Several methods were initially considered to treat the datasets of sub-competitions 2a and 2b, coming either from more classical geostatistical analyses or from machine learning techniques. Data-based methods such as random forests and neural networks, even when the spatial coordinates were combined with the addition of local features (mean/min/max values computed on K nearest neighbors), led to meager results in prediction.

Regarding competition 2, the type of point prediction to use depends on the score to be optimized. The conditional mean is known to minimize mean-squared error (MSE), and it corresponds to Kriging predictions. However, when marginal transformations are involved, the transformed conditional mean prediction is not equal to the conditional mean on the transformed scale. When the target is to minimize mean absolute errors, then conditional medians provide optimal predictions. With Gaussian data, conditional means and medians coincide. To compute conditional medians, we can simply transform data to the Gaussian scale, predict on the Gaussian scale, and then transform back to the original data scale. In competition 2, the target score was MSE. Due to very small prediction variances on the Gaussian scale, we found only very small differences between conditional median and conditional mean predictions on the non-Gaussian marginal scale of the original data.

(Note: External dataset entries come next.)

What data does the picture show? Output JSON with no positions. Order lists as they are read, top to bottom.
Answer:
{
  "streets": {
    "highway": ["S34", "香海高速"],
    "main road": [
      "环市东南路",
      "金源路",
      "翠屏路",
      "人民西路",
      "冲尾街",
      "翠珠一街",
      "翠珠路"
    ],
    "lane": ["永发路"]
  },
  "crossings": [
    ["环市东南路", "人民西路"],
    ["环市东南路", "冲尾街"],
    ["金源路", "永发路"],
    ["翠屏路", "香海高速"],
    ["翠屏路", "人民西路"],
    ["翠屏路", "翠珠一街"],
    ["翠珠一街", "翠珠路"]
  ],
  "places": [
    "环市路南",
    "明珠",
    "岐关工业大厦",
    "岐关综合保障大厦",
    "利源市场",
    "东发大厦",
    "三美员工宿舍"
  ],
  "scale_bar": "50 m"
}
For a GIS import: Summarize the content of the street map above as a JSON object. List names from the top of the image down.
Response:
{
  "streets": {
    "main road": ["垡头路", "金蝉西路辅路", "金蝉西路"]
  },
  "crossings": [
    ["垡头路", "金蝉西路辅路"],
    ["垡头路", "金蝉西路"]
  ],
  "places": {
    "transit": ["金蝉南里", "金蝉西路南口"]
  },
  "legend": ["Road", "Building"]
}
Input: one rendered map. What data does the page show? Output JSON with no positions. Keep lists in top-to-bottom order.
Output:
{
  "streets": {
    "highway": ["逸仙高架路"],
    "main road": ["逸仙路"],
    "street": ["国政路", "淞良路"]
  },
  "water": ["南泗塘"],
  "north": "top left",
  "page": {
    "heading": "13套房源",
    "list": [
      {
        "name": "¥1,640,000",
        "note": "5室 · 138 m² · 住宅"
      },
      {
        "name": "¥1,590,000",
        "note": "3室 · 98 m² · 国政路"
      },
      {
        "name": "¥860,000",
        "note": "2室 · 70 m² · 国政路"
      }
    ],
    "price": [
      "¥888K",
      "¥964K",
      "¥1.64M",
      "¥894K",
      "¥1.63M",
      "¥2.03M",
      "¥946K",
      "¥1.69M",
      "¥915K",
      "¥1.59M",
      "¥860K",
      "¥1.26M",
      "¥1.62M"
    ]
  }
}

In some approaches (e.g., the bootstrap approach), we have therefore submitted marginally transformed Gaussian Kriging predictions.

4 Future Directions

This competition has explored different methods for the estimation of the parameters, and for the prediction (Kriging), of Gaussian and Tukey g and h trans-Gaussian random fields. Among these methods, several have achieved very good performance, as shown in Huang et al. (2021). More challenging setups than classical point data could also be considered, such as preferential sampling or the addition of location errors. An interesting question is whether the methods described in this paper would be efficient on gridded data, or whether grid-specific approaches would perform better. In particular, the case of gap filling (large areas without observations) could also be investigated.

Future competitions could also consider more challenging types of trans-Gaussian models arising in the analysis of agricultural, biological and environmental data, such as zero-inflated data, count data and other discrete data, or compositional data. Non-Gaussian margins arising from non (trans-)Gaussian random fields such as skew-Gaussian, skew-elliptical or max-stable random fields could also be considered.

Another very interesting extension would be to increase the dimensionality of the data by considering multivariate random fields, spatiotemporal random fields, or both. In different communities, such as machine learning, sensitivity analysis and uncertainty quantification, Gaussian processes are used in high-dimensional spaces. Testing the methods that have been developed successfully in spatial statistics to the problems faced by these communities offers interesting perspectives.

To provide a more realistic setting of real data analyses, future comparisons of prediction methods could also explore nonstationary settings with trend functions that may depend on external predictors, and with nonstationary covariance functions.